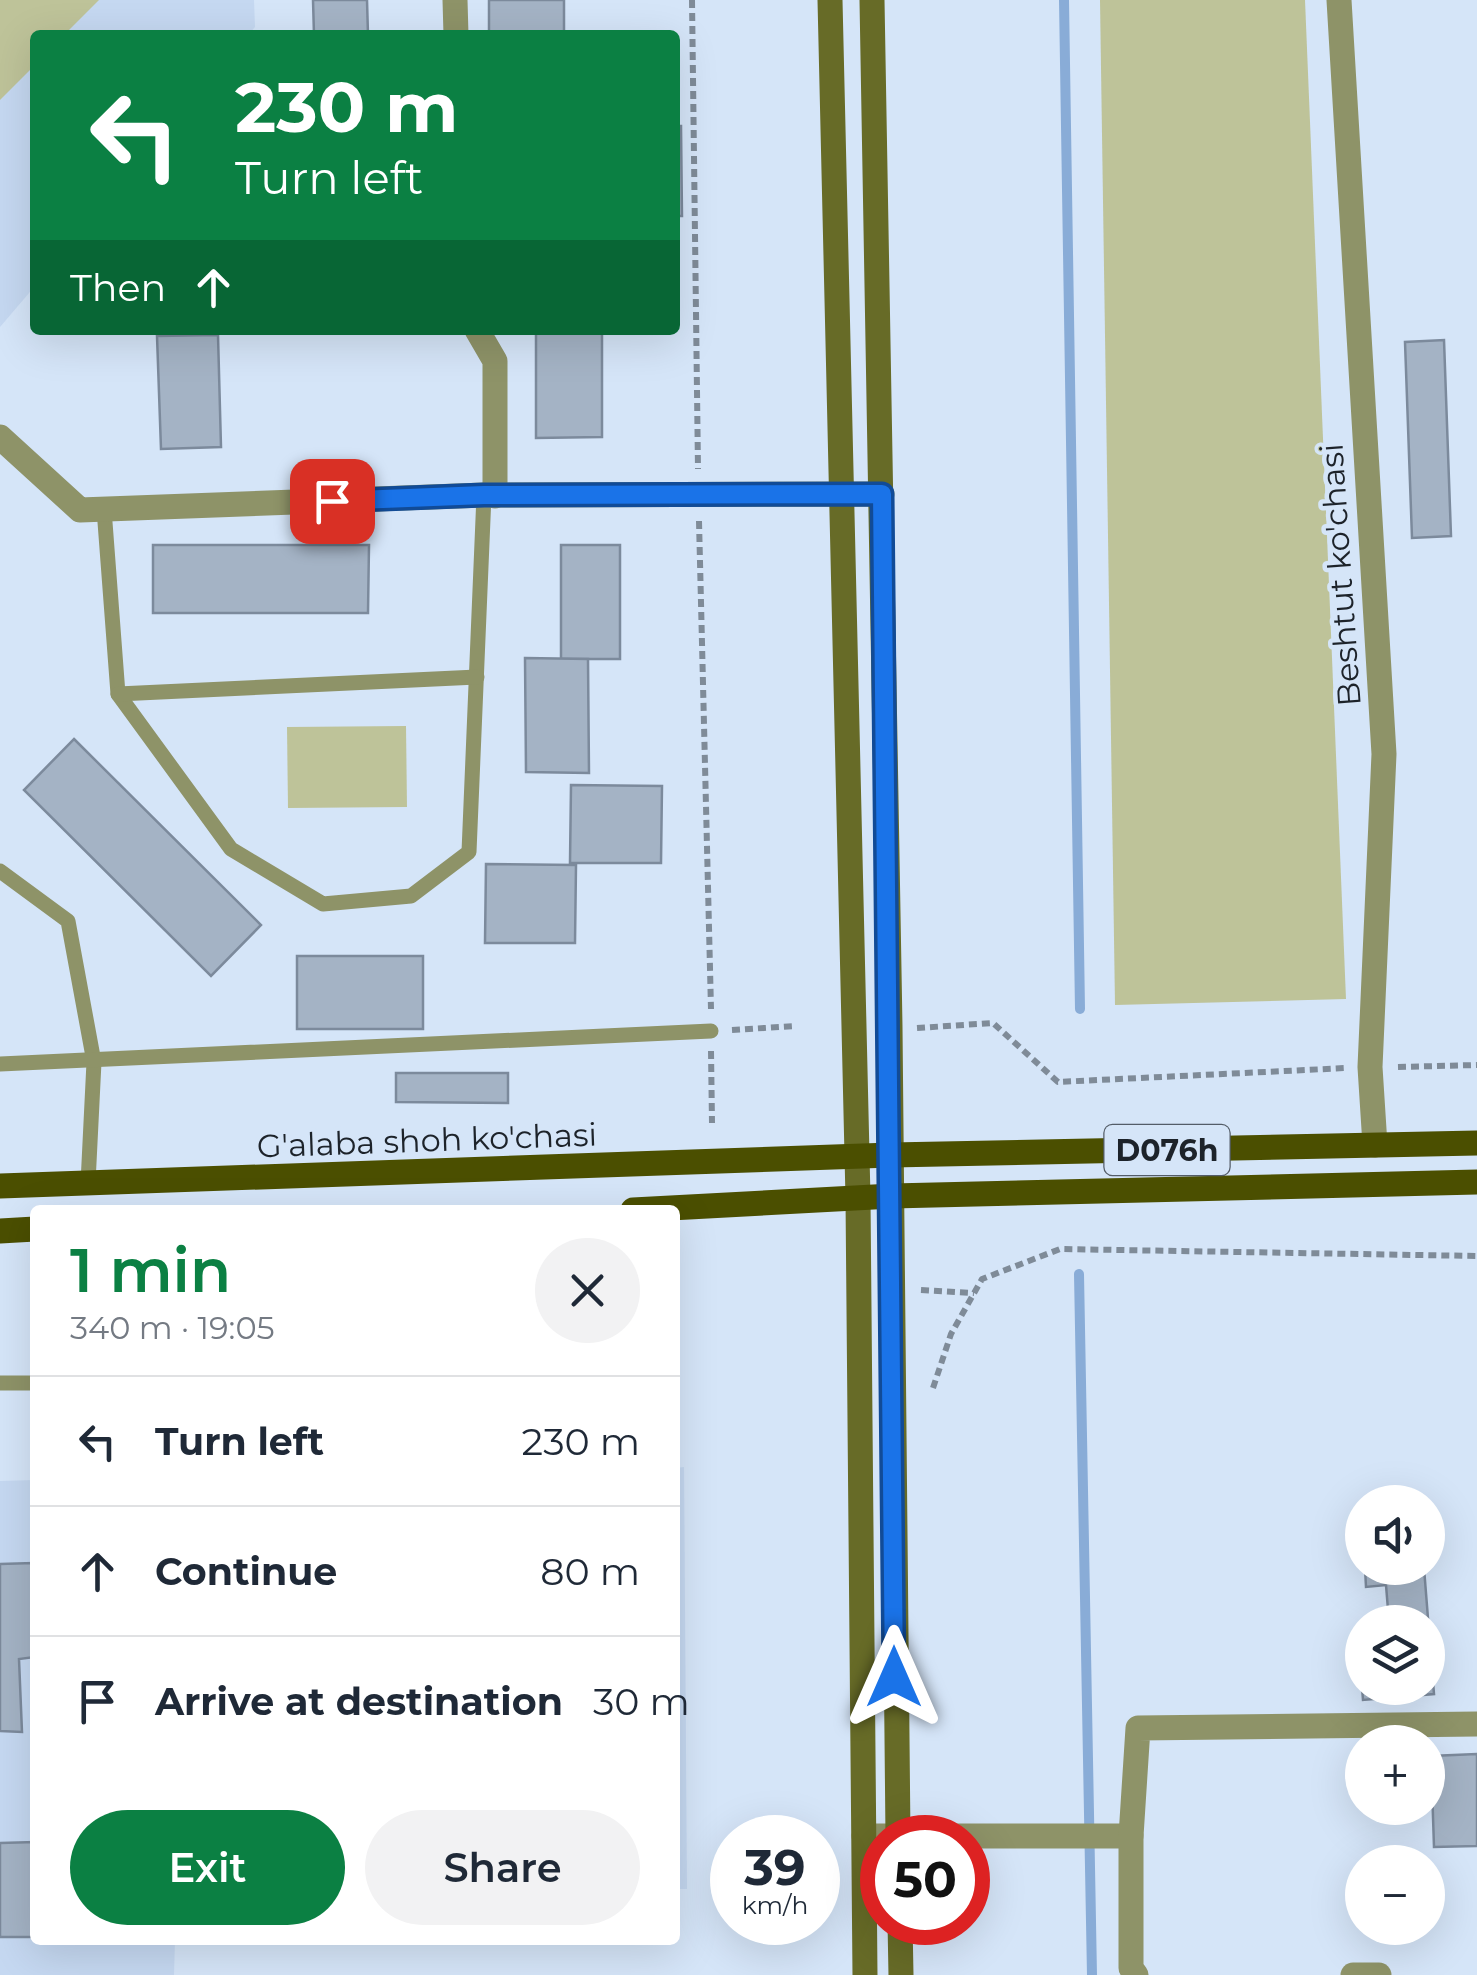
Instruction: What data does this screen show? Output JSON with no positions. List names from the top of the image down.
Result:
{
  "streets": {
    "main road": ["G'alaba shoh ko'chasi", "D076h"],
    "street": ["Beshtut ko'chasi"]
  },
  "crossings": [
    ["Beshtut ko'chasi", "D076h"],
    ["G'alaba shoh ko'chasi", "D076h"]
  ],
  "page": {
    "turn": ["230 m", "Turn left"],
    "then": "Then",
    "heading": ["1 min", "340 m · 19:05"],
    "list": [
      {
        "name": "Turn left",
        "value": "230 m"
      },
      {
        "name": "Continue",
        "value": "80 m"
      },
      {
        "name": "Arrive at destination",
        "value": "30 m"
      }
    ],
    "map_buttons": ["+", "−"],
    "buttons": ["Exit", "Share"],
    "speed": "39 km/h",
    "limit": "50"
  }
}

○ ○ ○ ○ ○ ○ ○

Output everything in the records above word for word, but not the pictures.

▶ **Reply to the exercise**
Instruction: What data does this screen show? Output JSON with no positions. List names from the top of the image down.
Result:
{
  "streets": {
    "main road": ["G'alaba shoh ko'chasi", "D076h"],
    "street": ["Beshtut ko'chasi"]
  },
  "crossings": [
    ["Beshtut ko'chasi", "D076h"],
    ["G'alaba shoh ko'chasi", "D076h"]
  ],
  "page": {
    "turn": ["230 m", "Turn left"],
    "then": "Then",
    "heading": ["1 min", "340 m · 19:05"],
    "list": [
      {
        "name": "Turn left",
        "value": "230 m"
      },
      {
        "name": "Continue",
        "value": "80 m"
      },
      {
        "name": "Arrive at destination",
        "value": "30 m"
      }
    ],
    "map_buttons": ["+", "−"],
    "buttons": ["Exit", "Share"],
    "speed": "39 km/h",
    "limit": "50"
  }
}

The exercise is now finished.